Lots of characters visited this bookstore as well. Among them I remember Snake Man with snake tattoos on his arms who ordered everything he could find about snakes and kept us updated about his serpents at home. Then there was the blind lady with the wolf seeing eye dog. She said it was the third one she'd had. It was a beautiful wolf and seemed easy going, but one day she called and wanted to know what she should do because her wolf was trying to get into the hamster’s cage. People seemed to think we should know everything about everything and even replace common sense.

This job lasted five years and ended when I moved to Taos.

CRAIG STEVENS


Craig was the friend of a friend. He wanted somebody who could do girl Friday things. He was a former covert service marine and ex-Mormon who came from a prominent pioneer Mormon family. He was fascinated with the occult and contemporary witchcraft. He was also brilliant while being both cynical and naive. He was probably the first geek I knew. He always had the latest in computer equipment and made copies of everything. His apartment was filled to the brim with recorded data and he also published several monthly metaphysical news letters. He didn't need to make a living but preferred to have at least one real job. He had a franchise with a computer chip manufacturer, but this was all pre-internet days. We had a mutual friend who was an Italian Stregga, an ancient pagan tradition dating back to pre-Roman times.
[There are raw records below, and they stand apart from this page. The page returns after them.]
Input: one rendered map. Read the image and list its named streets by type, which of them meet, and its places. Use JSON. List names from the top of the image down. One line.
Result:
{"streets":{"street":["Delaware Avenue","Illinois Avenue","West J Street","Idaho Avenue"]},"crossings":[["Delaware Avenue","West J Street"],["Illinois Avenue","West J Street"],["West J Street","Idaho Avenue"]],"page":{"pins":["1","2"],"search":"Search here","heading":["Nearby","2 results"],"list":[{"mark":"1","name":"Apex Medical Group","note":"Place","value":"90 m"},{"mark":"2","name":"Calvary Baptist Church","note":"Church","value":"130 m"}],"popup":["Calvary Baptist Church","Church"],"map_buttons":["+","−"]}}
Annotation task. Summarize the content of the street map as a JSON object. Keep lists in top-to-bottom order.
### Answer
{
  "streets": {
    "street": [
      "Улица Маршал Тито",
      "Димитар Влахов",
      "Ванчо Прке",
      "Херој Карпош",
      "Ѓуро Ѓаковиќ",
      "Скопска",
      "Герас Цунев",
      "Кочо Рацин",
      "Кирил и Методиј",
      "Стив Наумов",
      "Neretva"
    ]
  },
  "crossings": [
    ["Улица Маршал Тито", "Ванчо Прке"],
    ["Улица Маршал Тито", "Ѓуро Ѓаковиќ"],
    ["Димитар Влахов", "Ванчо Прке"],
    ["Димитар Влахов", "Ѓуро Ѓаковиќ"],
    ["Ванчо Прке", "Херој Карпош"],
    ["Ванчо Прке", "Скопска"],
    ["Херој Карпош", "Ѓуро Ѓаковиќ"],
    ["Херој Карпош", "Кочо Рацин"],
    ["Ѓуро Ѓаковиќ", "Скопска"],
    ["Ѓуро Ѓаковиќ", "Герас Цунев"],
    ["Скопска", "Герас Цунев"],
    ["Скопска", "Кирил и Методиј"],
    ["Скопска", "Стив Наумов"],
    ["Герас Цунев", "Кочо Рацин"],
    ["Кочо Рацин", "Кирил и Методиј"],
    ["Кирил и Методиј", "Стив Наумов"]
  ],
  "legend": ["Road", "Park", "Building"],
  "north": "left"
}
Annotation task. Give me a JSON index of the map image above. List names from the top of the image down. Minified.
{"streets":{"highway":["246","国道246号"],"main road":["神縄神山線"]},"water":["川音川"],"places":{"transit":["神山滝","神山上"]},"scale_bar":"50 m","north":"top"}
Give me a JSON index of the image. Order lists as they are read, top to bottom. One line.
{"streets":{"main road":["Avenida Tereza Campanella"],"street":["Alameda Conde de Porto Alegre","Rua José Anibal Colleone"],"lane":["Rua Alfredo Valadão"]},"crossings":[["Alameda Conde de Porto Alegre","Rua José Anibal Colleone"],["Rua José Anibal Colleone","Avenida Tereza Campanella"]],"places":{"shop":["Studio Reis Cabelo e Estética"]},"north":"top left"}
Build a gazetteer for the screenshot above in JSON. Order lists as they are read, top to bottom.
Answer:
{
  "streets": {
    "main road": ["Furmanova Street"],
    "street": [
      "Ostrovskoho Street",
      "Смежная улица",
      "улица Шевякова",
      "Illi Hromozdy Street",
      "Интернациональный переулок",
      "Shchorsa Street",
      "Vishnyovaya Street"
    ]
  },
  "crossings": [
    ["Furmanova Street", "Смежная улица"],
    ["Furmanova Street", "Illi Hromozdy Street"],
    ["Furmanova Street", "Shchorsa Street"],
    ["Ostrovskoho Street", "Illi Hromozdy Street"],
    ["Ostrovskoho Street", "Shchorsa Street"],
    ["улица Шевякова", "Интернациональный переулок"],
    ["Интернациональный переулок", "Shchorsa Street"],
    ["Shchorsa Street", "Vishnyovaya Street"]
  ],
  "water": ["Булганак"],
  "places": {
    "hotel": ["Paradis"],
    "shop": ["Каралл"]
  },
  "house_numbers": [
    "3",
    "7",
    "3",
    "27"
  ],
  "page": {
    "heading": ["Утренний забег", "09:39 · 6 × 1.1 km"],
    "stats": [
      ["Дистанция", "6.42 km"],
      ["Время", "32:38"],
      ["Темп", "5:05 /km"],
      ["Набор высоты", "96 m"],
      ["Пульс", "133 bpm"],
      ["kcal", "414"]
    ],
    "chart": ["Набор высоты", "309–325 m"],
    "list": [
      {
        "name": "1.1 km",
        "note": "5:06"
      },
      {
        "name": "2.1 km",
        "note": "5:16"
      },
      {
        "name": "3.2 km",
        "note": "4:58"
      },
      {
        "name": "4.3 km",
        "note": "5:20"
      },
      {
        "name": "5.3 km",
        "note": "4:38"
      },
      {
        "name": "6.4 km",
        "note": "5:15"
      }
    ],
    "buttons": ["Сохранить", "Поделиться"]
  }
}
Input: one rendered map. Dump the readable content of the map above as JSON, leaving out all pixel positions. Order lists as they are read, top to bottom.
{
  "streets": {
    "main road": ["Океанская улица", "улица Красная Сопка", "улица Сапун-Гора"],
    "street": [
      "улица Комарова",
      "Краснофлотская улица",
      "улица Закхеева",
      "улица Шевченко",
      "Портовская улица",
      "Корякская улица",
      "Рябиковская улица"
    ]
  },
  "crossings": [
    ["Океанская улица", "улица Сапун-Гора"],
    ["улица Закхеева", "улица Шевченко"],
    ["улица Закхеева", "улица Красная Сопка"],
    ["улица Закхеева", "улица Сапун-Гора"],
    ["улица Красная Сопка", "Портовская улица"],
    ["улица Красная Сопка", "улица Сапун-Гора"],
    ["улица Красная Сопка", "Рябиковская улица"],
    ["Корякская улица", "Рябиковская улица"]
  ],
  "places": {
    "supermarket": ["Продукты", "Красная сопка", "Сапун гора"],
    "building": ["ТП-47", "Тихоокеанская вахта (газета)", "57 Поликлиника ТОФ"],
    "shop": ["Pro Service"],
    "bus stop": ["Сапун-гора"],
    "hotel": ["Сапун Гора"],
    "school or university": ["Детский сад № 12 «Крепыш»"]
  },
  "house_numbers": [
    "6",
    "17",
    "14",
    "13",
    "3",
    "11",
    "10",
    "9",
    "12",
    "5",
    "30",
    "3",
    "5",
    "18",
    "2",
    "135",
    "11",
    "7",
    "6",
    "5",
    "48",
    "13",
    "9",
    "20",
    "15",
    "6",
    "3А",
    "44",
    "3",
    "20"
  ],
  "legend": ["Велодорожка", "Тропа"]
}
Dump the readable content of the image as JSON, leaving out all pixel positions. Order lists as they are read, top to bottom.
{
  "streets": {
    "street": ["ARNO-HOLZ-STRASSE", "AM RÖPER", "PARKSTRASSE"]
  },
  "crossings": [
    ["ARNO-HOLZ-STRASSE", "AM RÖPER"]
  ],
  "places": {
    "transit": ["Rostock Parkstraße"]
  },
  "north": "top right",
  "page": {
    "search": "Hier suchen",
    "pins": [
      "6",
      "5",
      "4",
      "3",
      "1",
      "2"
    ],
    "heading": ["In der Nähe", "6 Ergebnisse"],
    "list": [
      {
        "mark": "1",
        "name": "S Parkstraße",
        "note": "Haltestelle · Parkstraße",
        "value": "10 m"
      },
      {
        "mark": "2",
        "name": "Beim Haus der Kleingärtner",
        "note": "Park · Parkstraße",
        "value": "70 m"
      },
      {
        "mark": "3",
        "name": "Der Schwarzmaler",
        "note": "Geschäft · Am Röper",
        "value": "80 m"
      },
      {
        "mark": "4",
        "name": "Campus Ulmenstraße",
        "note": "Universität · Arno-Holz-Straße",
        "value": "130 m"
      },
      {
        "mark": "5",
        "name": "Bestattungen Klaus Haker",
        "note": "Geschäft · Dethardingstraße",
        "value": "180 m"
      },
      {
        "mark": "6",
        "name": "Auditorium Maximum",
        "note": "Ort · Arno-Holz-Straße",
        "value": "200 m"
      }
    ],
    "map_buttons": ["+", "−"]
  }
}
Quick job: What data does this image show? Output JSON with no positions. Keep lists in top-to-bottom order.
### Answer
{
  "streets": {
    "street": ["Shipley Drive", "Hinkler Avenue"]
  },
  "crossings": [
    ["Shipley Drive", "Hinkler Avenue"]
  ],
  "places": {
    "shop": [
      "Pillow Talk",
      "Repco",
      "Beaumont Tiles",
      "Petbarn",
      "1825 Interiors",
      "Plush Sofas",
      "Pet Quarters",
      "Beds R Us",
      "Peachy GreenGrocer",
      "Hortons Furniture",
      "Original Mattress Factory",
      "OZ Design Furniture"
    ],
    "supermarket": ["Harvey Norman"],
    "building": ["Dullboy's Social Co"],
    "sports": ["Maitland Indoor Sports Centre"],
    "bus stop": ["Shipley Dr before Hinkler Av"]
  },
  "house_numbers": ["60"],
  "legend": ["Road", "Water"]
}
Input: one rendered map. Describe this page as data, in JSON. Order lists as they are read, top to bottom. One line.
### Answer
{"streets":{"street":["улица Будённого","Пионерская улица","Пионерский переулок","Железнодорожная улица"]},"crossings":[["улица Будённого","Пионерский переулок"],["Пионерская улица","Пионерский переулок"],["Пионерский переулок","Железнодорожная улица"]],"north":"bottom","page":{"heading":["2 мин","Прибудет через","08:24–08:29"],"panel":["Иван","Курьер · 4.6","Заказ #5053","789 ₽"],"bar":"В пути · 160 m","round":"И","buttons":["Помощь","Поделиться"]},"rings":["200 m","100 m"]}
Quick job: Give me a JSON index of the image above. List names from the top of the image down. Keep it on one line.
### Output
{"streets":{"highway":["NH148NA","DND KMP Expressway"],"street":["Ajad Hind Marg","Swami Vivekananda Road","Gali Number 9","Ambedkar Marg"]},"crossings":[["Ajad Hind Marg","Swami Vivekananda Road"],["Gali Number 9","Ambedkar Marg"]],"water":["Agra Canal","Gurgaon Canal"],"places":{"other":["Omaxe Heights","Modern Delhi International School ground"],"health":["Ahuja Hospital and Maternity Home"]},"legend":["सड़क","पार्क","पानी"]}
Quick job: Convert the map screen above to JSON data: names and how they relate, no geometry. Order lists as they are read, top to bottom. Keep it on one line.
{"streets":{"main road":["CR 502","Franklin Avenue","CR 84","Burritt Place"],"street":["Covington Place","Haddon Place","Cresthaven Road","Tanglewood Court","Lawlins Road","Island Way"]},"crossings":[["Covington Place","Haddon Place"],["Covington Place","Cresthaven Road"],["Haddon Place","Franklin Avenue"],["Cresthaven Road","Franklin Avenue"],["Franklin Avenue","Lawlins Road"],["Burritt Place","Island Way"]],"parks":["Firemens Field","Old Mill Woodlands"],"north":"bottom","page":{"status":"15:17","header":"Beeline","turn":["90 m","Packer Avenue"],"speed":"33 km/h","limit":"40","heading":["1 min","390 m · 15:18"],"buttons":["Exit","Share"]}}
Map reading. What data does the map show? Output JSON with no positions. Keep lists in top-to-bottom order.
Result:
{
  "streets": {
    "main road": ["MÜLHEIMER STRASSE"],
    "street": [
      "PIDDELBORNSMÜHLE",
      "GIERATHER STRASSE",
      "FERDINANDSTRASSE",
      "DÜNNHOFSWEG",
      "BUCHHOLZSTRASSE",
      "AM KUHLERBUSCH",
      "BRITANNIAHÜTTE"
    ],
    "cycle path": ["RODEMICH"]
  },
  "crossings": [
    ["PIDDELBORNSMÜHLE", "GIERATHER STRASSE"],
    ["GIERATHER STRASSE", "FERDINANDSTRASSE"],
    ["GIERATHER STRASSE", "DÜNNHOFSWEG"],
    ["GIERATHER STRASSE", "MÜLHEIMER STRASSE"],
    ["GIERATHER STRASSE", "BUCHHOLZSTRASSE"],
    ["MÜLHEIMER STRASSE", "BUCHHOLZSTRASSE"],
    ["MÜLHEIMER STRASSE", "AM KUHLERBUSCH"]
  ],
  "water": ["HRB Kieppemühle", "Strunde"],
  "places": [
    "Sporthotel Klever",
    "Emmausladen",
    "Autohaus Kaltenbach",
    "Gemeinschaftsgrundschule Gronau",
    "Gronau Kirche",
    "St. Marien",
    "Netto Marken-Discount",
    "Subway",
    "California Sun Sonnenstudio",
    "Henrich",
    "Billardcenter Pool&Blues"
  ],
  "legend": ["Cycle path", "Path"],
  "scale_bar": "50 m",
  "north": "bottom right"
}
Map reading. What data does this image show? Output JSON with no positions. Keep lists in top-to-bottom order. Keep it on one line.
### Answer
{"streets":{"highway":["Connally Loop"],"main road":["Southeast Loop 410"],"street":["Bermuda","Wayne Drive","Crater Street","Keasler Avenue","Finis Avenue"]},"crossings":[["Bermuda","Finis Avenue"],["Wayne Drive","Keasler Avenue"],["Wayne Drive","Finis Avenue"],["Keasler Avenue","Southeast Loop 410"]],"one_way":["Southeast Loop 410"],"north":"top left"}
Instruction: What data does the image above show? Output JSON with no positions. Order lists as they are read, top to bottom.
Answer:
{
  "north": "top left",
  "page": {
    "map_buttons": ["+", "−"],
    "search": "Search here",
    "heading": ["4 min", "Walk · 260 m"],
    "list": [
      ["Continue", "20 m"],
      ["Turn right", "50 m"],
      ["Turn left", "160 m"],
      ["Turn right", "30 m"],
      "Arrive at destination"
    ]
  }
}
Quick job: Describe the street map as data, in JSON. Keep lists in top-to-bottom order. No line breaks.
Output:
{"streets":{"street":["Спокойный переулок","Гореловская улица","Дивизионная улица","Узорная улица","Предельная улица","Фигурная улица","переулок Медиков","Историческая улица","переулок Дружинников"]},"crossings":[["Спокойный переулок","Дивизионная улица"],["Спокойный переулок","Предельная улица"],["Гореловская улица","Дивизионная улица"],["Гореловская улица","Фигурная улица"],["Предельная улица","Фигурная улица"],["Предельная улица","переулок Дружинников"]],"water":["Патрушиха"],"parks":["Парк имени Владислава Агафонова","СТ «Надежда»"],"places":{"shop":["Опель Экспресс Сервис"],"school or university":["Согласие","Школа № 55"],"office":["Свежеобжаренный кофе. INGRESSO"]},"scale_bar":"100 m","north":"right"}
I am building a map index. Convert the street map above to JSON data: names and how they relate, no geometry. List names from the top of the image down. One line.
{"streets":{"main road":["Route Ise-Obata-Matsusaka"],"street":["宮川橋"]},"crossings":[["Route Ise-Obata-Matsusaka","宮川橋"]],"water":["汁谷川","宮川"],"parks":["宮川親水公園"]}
His name was Joe Scott (originally Giuseppe Michanelli). He had been captured on an Italian submarine by Americans in WWII. He changed sides and became Joe Scott. He was the most truly psychic person I've ever known. Joe was nevertheless unlucky at love and had a bad heart. After his last divorce he decided he'd had enough, sold his entire library of herbal, magic and pagan philosophy to Craig and then died of a heart attack. I made a database cataloging hundreds of his books and had free access to any I wanted to read. I wonder what happened to his collection of Pavarotti tapes?



ABC PRINTING

I honestly don't remember how long I worked for Craig, but I think it was possibly three years. Before that I worked briefly for an independent publisher who worked out of his basement. The job was a little bit of this and that including data entry, printing, assembling brochures, advertizing notepads for realters, and calendars. This was good experience but my boss was a stern, perfectionistic, self sacrificing born again Christian who imposed sacrifice on his entire family who were living on generic everything. After my childhood experience with that mentality my tolerance was very low. I remember driving 20 miles to work in my 66 Plymouth Valiant. The heater didn't work and it was an especially cold winter. After a two week stint of minus 10 degrees, as soon as it broke to 10 above people were walking outside in their shirt sleeves. My mom found this job pinned on a clipboard in the Baptist Seminary. I needed a job and took it against my screaming negative gut feeling. I was desperate.

BREAK

After I quit ARCO I enrolled in the Boulder Institute of Trans-personal Psychology. From the computer room, after the morning smog lifted I would look out the 36th floor west toward the Boulder Flatirons and wonder why it seemed so impossible to get those forty miles from corporate Denver to a place where my kind of people lived and opposite values prevailed. The ecological, metaphysical and holistic health capital of the west was only thirty miles away and I could only touch it on weekends. After ARCO began closing its Denver office I decided to go for it. For awhile I was in heaven. I was surrounded by people who shared my dreams and were actually making a living out of those dreams. But alas I soon ran out of money and the school was overloaded with leaders who began to clash with each other. Before long we all fell from heaven.

ATLANTIC RICHFIELD (ARCO)

This was my most out of character job and the only one that actually paid enough to live on, even offered health insurance and paid vacation. I no longer remember my job title. I started as a temp at the reception desk. I did my best to seem efficient and reliable and it paid off when they offered me a full time job in the office without requiring previous background history. I always felt a bit guilty because I didn't give a damn about the oil business, but this was right at the beginning of an oil boom in Denver and it was a good way to become independent. My job included many different tasks. Sorting and distributing well production reports from the various locations to people in charge of those locations was one task. Another was entering the production data for each well into the computer system. Since I had to be at work by 7:30 in the morning and I've always been a night owl, I did this task as soon as I got to work before I was fully awake. That way I could just type rapidly and semi-consciously and didn't make mistakes the way I did after I was fully conscious. This is when I learned to drink strong coffee as well. I also, did payrolls for the Denver office and tended the fax machine which was much more complicated back then. A couple times they sent me to Dallas/Plano for computer classes. This was lots of fun. I got to stay in a fancy hotel and eat at fine restaurants. Although I made some friends, I always felt like a misfit in this world. However, I walked the 16 blocks to work every day in all weather and that was my meditation time. Sometimes arriving at work with absolutely no memory of what happened between home and work. ARCO's offices were on the 36th floor of one of the first sky scrapers in Denver. During that period of time Denver was trying to become the New York of the west and they were building high rises faster than they could fill them.

HODGE PODGE JOBS

Before ARCO there were various temporary and fill in jobs, many not worthy of remembering but two or three stand out.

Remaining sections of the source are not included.